MotoGP’s walking wounded trio of Marc Marquez, Cal Crutchlow and Alex Rins have made it through the opening day of action for the Andalucian Grand Prix at Jerez without incident, albeit with the reigning champion electing to sit out the track action as he continues to recover from injuries sustained last weekend.
Marquez, who only underwent surgery to have a broken right humerus plated on Tuesday, is working on a plan of limited track time as he tries to minimise both his risk and the damage to his title aspirations.
Only planning to ride in tomorrow’s FP3 to secure his route to qualifying and then in Sunday’s race, Marquez says he’s confident that the plan will pay off.
“Yesterday I arrived at the circuit after the operation in Barcelona and passed the medical test in the afternoon,” Marquez explained. “It means I can ride, and after discussing with Honda we decided to start directly on Saturday.
“I have slept quite well, I am obviously in some pain, but we have had physiotherapy sessions with my physio that have been quite good for me.
“With the team we have set ourselves only one objective, which is to see our feelings tomorrow in FP3. Let’s see how the arm is and from there we will decide our next objective.”
Crutchlow also underwent surgery in Barcelona on Sunday after breaking his scaphoid in a warm-up crash, but was able to complete 37 laps on Friday. Admitting that he was struggling and ending up 20th on combined times, he’s nonetheless confident that he’ll be able to race.
“It was good to get back on track again, with not too bad a feeling on the bike. The team and Honda are very relaxed, but I’ve been able to show them that I’m able to ride the bike.
“I don’t actually have so much pain in my wrist, and when I do I just try and ride around it the best I can. My condition on the bike isn’t superb, but we’ll keep working to make me as comfortable as we can on the bike.”
However, things are looking less cheerful for Alex Rins in the Suzuki camp. He sustained a minor fracture to his shoulder in his qualifying crash on Saturday, but it’s muscle and ligament damage that’s affecting him more than the bone – and he conceded that it may yet prove impossible to race.
“I would like to say it was a good day, but it was a hard and painful one,” Rins said. “On the bike I’ve been feeling a lot of pain, and I thought I would be able to ride around it but I saw after the session that that was impossible.
“But we need to keep fighting, and FP2 was a lot better than the first session after I took some analgesics.
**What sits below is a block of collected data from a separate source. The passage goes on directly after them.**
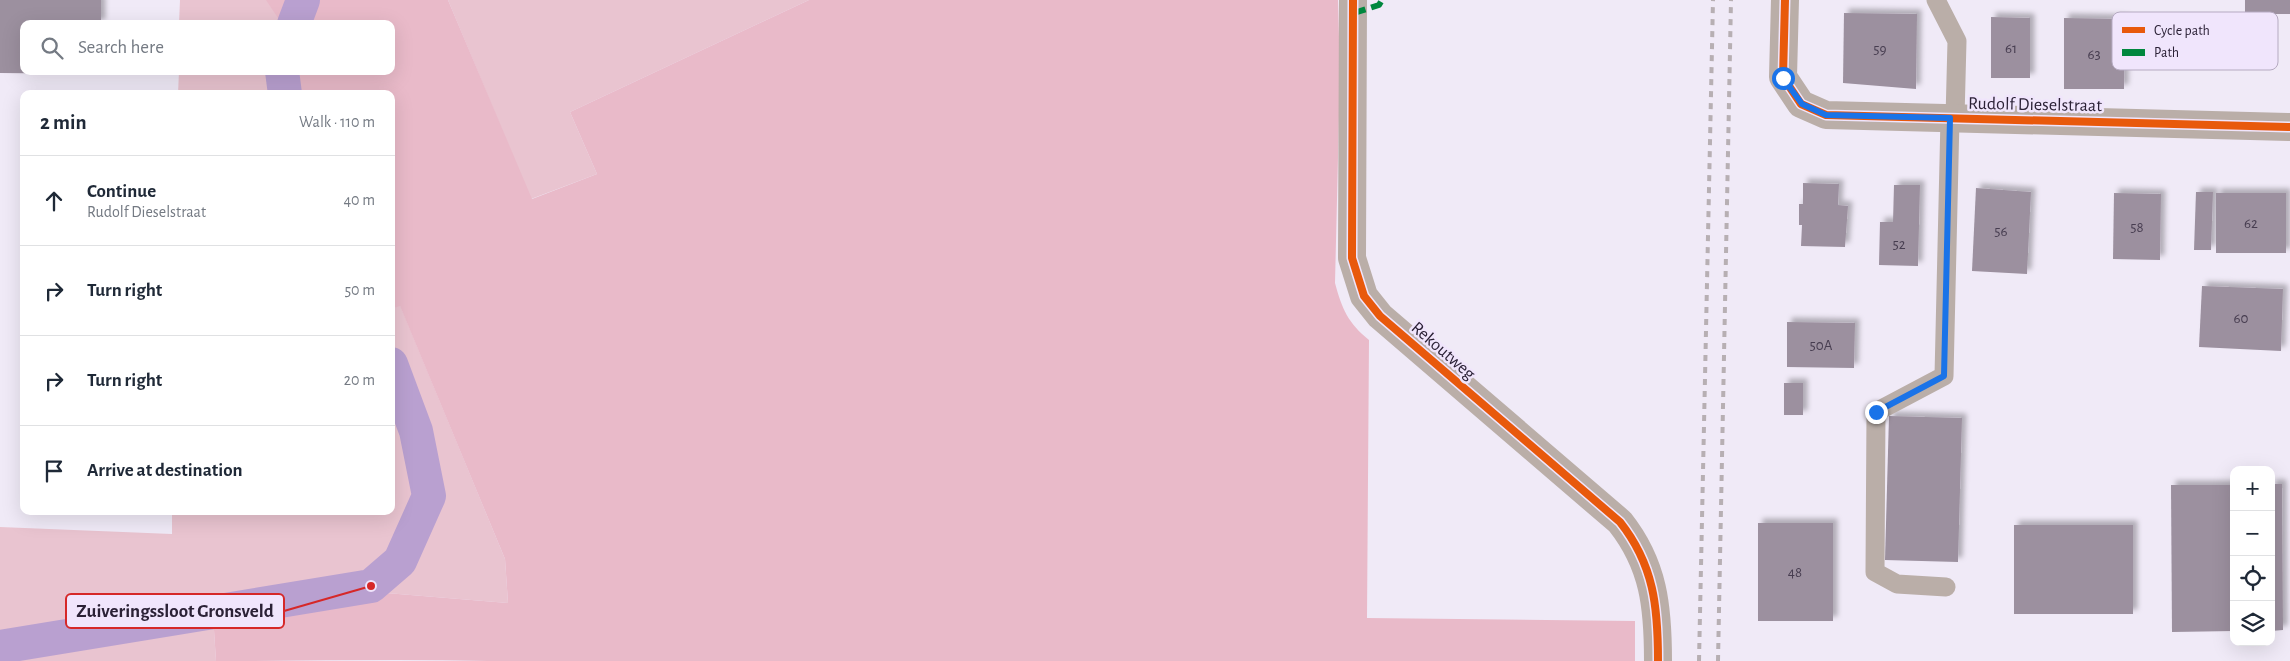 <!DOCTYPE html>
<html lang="en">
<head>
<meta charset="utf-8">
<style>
  body { margin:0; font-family:"Alegreya Sans",sans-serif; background:#f6f6f7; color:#1f2937 }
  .controls { position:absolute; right:15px; bottom:15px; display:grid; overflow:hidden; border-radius:10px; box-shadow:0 5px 20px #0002 }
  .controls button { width:45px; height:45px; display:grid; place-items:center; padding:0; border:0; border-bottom:1px solid #e0e1e3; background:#fff; color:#1f2937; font:25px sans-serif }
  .stop { position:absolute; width:15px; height:15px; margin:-11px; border:4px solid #1a73e8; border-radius:50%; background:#fff }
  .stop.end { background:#1a73e8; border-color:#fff; box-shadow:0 1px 5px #0008 }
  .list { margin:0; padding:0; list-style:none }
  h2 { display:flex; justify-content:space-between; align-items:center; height:65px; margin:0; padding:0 20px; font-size:21px }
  h2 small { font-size:16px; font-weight:400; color:#747a83 }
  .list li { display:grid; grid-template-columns:32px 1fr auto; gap:15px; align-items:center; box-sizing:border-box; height:90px; padding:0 20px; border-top:1px solid #e0e1e3 }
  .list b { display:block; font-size:19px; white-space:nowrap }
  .list p { margin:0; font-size:16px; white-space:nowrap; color:#747a83 }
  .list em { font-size:16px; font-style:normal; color:#747a83 }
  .icon { flex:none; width:28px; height:28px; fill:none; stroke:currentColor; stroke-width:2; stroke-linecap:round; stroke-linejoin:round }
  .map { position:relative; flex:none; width:2290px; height:661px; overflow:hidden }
  .search { position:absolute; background:#fff; box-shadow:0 5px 20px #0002; left:20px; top:20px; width:375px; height:55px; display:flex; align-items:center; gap:12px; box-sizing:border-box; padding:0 18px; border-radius:10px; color:#747a83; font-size:19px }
  .panel { position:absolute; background:#fff; box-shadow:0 5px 20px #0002; left:20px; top:90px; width:375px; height:425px; border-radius:10px }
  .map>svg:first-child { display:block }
</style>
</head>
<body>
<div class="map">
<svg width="2290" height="661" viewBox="0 0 2290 661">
  <defs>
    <filter id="shadow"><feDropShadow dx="4.5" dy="-4.5" stdDeviation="2.5" flood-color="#0004"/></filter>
  </defs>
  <rect width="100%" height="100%" fill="#f0eaf7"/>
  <g fill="#e9c4d0">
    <path d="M180,0H303L295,24H179Z"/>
    <path d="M448,0H809L570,112L597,174L531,199Z"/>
    <path d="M179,71H280L281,94H178Z"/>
    <path d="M400,305L505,559L508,603L374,592L213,615L216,661H0V527L172,534V511H391V309Z"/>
  </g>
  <path fill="#e9bac9" d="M266,0H448L532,199L597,174L570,112L809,0H1338L1340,74L1335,283C1342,309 1348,323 1369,340L1367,618L1635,621V661H488C397,659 307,661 216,661L213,615L374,592L508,603L505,559L400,306L391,309V94H281L280,71H391V24H282Z"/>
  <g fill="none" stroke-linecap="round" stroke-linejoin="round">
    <g stroke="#b9a0d0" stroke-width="34">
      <path d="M294,24L303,0"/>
      <path d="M282,71L285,94"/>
      <path d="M0,647L371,586L400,561L429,496L416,431L391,364"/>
    </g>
  </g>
  <g fill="#9c909f" filter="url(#shadow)">
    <path d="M0,0H101V24H24V71H101V74L0,73Z"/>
    <rect x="2245" y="0" width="45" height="14"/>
    <path d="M1844,13L1917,14L1916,89L1843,83Z"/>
    <path d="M1991,17L2030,18V78H1991Z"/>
    <path d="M2064,18L2125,19L2124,89H2064Z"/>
    <path d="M1803,183L1839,184L1838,205L1848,206L1845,247L1801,246L1802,225H1799V204H1803Z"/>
    <path d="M1894,185H1920L1918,266L1879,265L1880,222H1893Z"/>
    <path d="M1976,188L2031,192L2027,274L1972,271Z"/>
    <path d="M2196,192H2213L2211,250H2194Z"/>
    <path d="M2114,193L2161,194L2160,260L2113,259Z"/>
    <rect x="2216" y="193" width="70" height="60"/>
    <path d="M2202,286L2283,289L2281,351L2199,347Z"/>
    <path d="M1787,322L1855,323L1854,368L1787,367Z"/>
    <rect x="1784" y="383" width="19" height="32"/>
    <path d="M1889,416L1962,418L1958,562L1885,560Z"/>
    <path d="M2271,484H2282L2283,630L2271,631Z"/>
    <path d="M2171,485H2234V631L2172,632Z"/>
    <rect x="1758" y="523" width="75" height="98"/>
    <rect x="2014" y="525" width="119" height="89"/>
  </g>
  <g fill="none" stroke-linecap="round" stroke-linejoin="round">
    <g stroke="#baaea8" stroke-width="19">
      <path d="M1936,0L1957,41L1955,118"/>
      <path d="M1946,587L1897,584L1875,572L1876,412L1944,376L1950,118"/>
    </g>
    <g stroke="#baaea8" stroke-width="28">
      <path d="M1353,0L1352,258L1364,296L1380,316L1620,522C1654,565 1658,607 1658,661"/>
      <path d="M1785,0L1783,77L1801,104L1826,115L2290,127"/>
    </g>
    <g stroke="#b7afb3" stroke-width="4" stroke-dasharray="6 6" stroke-linecap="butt">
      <path d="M1699,661L1713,0"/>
      <path d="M1718,661L1731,0"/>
    </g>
    <path stroke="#00873e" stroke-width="6" stroke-dasharray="12 6" stroke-linecap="butt" d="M1354,13L1379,5L1382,0"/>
    <g stroke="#f0e5fc" stroke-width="11">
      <g id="cycleway">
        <path d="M1353,0L1352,258L1364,296L1380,316L1620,522C1654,565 1658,607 1658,661"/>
        <path d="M1785,0L1783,77L1801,104L1826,115L2290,127"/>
      </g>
    </g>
    <use href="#cycleway" stroke="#e8590c" stroke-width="8"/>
  </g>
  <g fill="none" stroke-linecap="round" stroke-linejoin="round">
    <path stroke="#1a73e8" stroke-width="6" d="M1783,78L1802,104L1826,115L1950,118L1944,376L1876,412"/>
  </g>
  <g text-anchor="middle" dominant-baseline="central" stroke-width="5" stroke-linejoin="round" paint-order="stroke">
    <g font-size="15" fill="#473d50">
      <text x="2011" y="48">61</text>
      <text x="1880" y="49">59</text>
      <text x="2094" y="54">63</text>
      <text x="2251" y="223">62</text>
      <text x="2137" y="227">58</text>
      <text x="2001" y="231">56</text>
      <text x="1899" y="244">52</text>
      <text x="2241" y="318">60</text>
      <text x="1821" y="345">50A</text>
      <text x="1795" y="572">48</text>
    </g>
    <g font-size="18" fill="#2b2136" stroke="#f0e5fc">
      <text transform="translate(2035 105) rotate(1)">Rudolf Dieselstraat</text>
      <text transform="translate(1443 351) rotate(41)">Rekoutweg</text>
    </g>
  </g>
  <rect x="2112" y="12" width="166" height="58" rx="8" fill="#f0e5fc" stroke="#b5aac1" stroke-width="1"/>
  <rect x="2122" y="27" width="23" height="6" fill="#e8590c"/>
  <rect x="2122" y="49" width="23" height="7" fill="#00873e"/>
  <g font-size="14" fill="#2b2136">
    <text x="2154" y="35">Cycle path</text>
    <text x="2154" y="57">Path</text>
  </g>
  <path fill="none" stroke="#d62828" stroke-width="2" d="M371 586L284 611"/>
  <circle fill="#d62828" stroke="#f0e5fc" stroke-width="2" cx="371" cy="586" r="5"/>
  <rect fill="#f0e5fc" stroke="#d62828" stroke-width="2" x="66" y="594" width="218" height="34" rx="5"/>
  <g font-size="19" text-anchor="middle" font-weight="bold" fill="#2b2136">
    <text x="175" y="617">Zuiveringssloot Gronsveld</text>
  </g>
</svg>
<div class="controls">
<button>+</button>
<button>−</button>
<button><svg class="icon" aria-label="locate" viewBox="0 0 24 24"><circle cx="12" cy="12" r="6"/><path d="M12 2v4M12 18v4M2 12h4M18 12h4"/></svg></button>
<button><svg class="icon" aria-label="layers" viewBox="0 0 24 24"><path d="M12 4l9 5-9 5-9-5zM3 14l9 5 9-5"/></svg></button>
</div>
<div class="stop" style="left:1783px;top:78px"></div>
<div class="stop end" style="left:1876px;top:412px"></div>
<div class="search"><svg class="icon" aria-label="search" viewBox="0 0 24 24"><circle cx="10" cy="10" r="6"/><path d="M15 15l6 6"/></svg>Search here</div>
<section class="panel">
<h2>2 min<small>Walk · 110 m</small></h2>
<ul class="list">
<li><svg class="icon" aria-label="ahead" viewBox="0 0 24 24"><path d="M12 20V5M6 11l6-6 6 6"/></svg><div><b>Continue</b><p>Rudolf Dieselstraat</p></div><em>40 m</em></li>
<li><svg class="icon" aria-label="right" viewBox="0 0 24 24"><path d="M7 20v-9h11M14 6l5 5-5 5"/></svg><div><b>Turn right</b></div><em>50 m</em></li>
<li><svg class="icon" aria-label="right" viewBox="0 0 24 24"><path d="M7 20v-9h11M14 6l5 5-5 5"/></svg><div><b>Turn right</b></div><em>20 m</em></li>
<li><svg class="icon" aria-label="arrive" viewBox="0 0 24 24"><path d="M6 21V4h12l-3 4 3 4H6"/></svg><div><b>Arrive at destination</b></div></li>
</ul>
</section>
</div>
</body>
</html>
Let’s see how it is tomorrow because I need to feel good on the bike, and as soon as I start to realise I don’t have enough power then I’ll stop because it’s dangerous for me and for the other riders.”
Given the high attrition rate of the opening weekend of action, Crutchlow says that Jerez’s design features will have to be addressed in the safety commission, with the British rider aware that changes may need to be made for 2021.
“It seems that over the weekend everyone who crashed fast in the gravel broke bones. The depth of the gravel means we ended tumbling a lot. We need to look at it, because I’m sure that it’s what created a lot of the problems.”